• [Task prompt]
Each line of the data holding "white" should be found and copied.
(Data to examine begins)
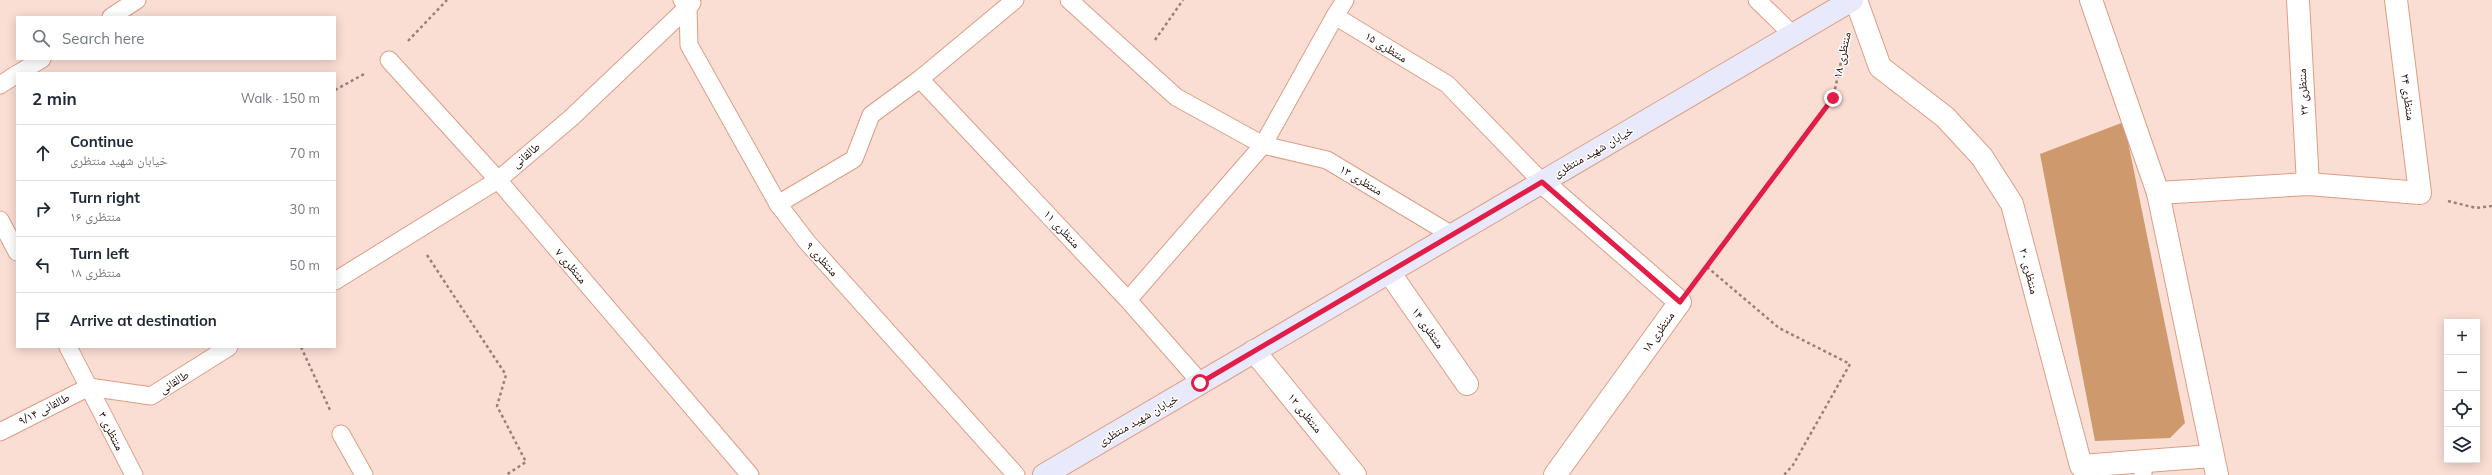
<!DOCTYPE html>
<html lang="en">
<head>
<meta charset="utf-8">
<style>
  :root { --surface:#fff; --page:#f2f2f3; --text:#1f2937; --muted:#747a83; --line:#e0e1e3 }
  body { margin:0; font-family:Mulish,"Noto Naskh Arabic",sans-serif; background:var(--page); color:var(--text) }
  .controls { position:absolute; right:12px; bottom:12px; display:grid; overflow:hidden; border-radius:0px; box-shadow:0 2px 10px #0003 }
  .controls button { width:36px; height:36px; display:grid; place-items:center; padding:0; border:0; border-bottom:1px solid var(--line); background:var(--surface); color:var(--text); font:20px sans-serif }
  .stop { position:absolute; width:12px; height:12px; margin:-9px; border:3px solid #e11d48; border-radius:50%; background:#fff }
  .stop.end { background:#e11d48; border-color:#fff; box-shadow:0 1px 4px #0008 }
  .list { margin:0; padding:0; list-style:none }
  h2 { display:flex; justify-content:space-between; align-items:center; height:52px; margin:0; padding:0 16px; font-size:17px }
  h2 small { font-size:13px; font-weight:400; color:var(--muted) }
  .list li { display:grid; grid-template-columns:26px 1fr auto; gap:12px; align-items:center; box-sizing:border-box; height:56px; padding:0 16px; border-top:1px solid var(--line) }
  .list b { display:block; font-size:15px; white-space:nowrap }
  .list p { margin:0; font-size:13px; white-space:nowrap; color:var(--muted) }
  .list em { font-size:13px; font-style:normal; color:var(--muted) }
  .icon { flex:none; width:22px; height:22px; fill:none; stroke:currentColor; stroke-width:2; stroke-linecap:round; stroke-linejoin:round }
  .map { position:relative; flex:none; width:2492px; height:475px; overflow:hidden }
  .search { position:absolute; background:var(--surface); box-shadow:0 2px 10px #0003; left:16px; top:16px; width:320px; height:44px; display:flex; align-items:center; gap:10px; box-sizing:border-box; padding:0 14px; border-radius:0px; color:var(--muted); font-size:15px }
  .panel { position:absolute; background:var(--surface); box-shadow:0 2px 10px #0003; left:16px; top:72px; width:320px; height:276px; border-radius:0px }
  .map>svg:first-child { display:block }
  .building { fill:#ce996d }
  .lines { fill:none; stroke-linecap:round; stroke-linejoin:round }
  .lane-casing { stroke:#df9d85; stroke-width:19 }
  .street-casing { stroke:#df9d85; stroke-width:24 }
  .secondary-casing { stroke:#df9d85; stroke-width:24 }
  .path { stroke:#9a8078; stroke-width:2.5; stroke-dasharray:3 3; stroke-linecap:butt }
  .lane { stroke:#fff; stroke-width:17 }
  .street { stroke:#fff; stroke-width:22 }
  .secondary { stroke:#e8e9fb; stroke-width:22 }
  .route { stroke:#e11d48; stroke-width:5 }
  .labels { text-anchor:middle; stroke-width:3; stroke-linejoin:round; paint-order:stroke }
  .street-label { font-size:12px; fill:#200903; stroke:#fff }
</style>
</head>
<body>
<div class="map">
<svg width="2492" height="475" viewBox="0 0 2492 475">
  <rect width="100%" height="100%" fill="#faded4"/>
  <!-- building -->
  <path class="building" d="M2124 122 2185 423 2170 438 2095 441 2040 154Z"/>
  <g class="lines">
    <!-- lane casing -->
    <g class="lane-casing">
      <g id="lane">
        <path d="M682 0 688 8 689 45 778 204 807 242 1016 475"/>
        <path d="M1069 0 1176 97 1263 145 1327 160 1452 235"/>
        <path d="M1757 0 1793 35"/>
        <path d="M1335 16 1345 0"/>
        <path d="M111 17 137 0"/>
        <path d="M389 60 498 180 750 475"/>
        <path d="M19 73 42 59"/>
        <path d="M920 79 1128 300 1201 383"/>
        <path d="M0 85 17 74"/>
        <path d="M778 204 854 159 871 115 920 79 1015 0"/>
        <path d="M0 220 17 252"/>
        <path d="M335 281 498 180 571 118 692 3"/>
        <path d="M1128 300 1263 145 1335 16 1447 84 1542 182"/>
        <path d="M68 347 134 475"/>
        <path d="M89 387 151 396 229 347"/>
        <path d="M0 432 89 387"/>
        <path d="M341 434 364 475"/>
        <path d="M2143 461V475"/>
      </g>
    </g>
    <!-- street casing -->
    <g class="street-casing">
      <g id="street">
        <path d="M1856 0 1880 67 1945 117 1982 157 2012 204 2081 466 2212 456"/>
        <path d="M2091 0 2158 193 2217 475"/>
        <path d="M2298 0 2308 184"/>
        <path d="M1542 182 1680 302 1555 475"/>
        <path d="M2158 193 2308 184 2420 193 2396 0"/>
        <path d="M1389 272 1467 384"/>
        <path d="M1254 351 1355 475"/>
      </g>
    </g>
    <!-- secondary casing -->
    <g class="secondary-casing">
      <path id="secondary" d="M1044 475 1852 0"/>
    </g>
    <!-- path -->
    <g class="path">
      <path d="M1155 40 1183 0"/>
      <path d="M408 41 447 0"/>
      <path d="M335 90 366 73"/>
      <path d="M2448 201 2476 208 2492 206"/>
      <path d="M427 255 506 375 497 406 526 462 506 475"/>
      <path d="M1707 267 1779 328 1850 364 1793 465 1784 475"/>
      <path d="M1698 278 1833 98 1843 53"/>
      <path d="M301 347 330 410"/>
    </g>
    <!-- lane -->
    <use href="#lane" class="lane"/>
    <!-- street -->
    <use href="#street" class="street"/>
    <!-- secondary -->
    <use href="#secondary" class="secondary"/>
  </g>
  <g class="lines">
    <!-- route -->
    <path class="route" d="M1200 383 1542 182 1680 302 1833 98"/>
  </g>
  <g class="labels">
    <!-- street labels -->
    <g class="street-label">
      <text transform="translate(1386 47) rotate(32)" y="4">منتظری ۱۵</text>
      <text transform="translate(1842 55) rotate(-78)" y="4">منتظری ۱۸</text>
      <text transform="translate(2303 92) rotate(-93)" y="4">منتظری ۲۲</text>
      <text transform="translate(2408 97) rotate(83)" y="4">منتظری ۲۴</text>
      <text transform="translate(1593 152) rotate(-30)" y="4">خیابان شهید منتظری</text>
      <text transform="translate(526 155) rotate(-40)" y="4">طالقانی</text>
      <text transform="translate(1361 180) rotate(31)" y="4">منتظری ۱۳</text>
      <text transform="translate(1062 229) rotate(47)" y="4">منتظری ۱۱</text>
      <text transform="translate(822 259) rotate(48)" y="4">منتظری ۹</text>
      <text transform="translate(571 266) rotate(50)" y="4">منتظری ۷</text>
      <text transform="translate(2029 271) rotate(76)" y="4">منتظری ۲۰</text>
      <text transform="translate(1428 328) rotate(55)" y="4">منتظری ۱۴</text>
      <text transform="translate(1658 332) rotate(-54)" y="4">منتظری ۱۸</text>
      <text transform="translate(174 382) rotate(-32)" y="4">طالقانی</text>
      <text transform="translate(44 409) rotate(-27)" y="4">طالقانی ۹/۱۴</text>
      <text transform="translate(1305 413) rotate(51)" y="4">منتظری ۱۲</text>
      <text transform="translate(1138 420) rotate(-30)" y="4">خیابان شهید منتظری</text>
      <text transform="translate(111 431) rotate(63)" y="4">منتظری ۳</text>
    </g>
  </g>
</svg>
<div class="controls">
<button>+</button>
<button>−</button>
<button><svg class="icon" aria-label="locate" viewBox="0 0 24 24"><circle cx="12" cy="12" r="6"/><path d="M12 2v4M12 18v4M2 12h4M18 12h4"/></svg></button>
<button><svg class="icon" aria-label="layers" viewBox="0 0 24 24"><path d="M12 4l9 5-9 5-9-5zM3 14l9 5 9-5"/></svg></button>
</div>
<div class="stop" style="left:1200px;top:383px"></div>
<div class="stop end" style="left:1833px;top:98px"></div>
<div class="search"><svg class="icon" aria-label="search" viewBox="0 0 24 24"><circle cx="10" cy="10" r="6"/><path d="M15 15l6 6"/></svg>Search here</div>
<section class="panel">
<h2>2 min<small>Walk · 150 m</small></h2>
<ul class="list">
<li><svg class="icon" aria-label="ahead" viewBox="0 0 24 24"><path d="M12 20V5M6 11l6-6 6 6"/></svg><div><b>Continue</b><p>خیابان شهید منتظری</p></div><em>70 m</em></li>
<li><svg class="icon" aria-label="right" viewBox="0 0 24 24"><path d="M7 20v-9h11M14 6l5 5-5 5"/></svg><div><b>Turn right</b><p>منتظری ۱۶</p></div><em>30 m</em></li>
<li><svg class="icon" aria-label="left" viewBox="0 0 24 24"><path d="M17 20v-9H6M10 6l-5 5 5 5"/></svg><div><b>Turn left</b><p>منتظری ۱۸</p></div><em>50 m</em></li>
<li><svg class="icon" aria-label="arrive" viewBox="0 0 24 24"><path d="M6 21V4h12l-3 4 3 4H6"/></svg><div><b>Arrive at destination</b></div></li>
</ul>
</section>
</div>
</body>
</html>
(Data to examine ends)
• [Expected answer]
  .list b { display:block; font-size:15px; white-space:nowrap }
  .list p { margin:0; font-size:13px; white-space:nowrap; color:var(--muted) }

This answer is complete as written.